Maladera caspia

Scientific classification
- Kingdom: Animalia
- Phylum: Arthropoda
- Class: Insecta
- Order: Coleoptera
- Suborder: Polyphaga
- Infraorder: Scarabaeiformia
- Family: Scarabaeidae
- Genus: Maladera
- Species: M. caspia
- Binomial name: Maladera caspia (Faldermann, 1836)
- Synonyms: Omaloplia caspia Faldermann, 1836 ; Serica caspia ;

= Maladera caspia =

- Genus: Maladera
- Species: caspia
- Authority: (Faldermann, 1836)

Species of beetle

Maladera caspia is a species of beetle of the family Scarabaeidae. It is found in Kazakhstan and Russia.

==Description==
Adults reach a length of about 6-6.5 mm.

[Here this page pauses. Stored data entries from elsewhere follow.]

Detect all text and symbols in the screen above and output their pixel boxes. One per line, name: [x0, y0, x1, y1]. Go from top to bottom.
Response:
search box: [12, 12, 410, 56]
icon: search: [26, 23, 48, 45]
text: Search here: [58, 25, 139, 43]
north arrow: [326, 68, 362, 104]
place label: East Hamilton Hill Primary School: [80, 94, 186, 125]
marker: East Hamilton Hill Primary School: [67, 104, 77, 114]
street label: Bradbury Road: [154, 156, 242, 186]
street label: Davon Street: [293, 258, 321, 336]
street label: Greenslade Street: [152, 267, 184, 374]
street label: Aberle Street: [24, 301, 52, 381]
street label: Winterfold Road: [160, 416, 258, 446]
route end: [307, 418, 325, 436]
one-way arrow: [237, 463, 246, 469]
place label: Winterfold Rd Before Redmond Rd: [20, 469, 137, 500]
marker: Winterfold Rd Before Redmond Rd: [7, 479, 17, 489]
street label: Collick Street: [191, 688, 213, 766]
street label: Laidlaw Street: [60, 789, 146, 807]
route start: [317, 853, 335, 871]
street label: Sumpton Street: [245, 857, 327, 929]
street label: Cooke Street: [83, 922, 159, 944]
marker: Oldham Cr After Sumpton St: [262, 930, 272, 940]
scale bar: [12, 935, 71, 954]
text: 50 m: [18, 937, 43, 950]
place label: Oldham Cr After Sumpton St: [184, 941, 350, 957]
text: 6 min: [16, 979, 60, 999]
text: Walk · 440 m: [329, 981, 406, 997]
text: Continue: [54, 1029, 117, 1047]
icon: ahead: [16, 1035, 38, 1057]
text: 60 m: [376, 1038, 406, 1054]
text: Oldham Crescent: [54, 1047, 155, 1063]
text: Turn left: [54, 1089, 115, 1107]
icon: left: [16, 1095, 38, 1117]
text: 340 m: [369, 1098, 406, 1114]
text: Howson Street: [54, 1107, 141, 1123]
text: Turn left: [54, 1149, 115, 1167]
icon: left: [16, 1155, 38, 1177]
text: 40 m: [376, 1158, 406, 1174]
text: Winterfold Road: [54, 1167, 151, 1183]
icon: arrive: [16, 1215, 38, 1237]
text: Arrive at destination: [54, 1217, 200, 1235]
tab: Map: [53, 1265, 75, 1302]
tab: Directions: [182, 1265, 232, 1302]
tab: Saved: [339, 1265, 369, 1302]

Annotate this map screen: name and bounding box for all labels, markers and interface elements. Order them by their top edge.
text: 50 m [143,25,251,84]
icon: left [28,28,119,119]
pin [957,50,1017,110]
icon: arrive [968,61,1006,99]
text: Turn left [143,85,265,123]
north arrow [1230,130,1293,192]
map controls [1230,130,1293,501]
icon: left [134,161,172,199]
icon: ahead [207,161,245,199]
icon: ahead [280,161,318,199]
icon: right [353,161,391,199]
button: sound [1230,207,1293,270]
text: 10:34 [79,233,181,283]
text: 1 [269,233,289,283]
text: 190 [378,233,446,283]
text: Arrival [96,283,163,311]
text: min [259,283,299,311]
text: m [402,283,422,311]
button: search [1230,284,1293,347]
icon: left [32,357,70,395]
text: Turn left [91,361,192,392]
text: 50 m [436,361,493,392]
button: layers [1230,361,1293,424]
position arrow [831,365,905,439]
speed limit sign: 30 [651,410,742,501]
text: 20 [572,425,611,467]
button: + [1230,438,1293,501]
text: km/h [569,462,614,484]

The pronotum is convex, the anterior margin not projecting in the middle, the sides only slightly rounded, wider posteriorly with distinct marginal setae, and the surface finely punctate. The scutellum is evenly punctate and finely pubescent. The elytra are punctate in rows, the rows of punctures are not very distinct, the punctures are fine and there are irregular punctures next to them and very scattered on the almost completely flat intervals. The pygidium is convex, densely, finely (often very finely) punctate at the apex.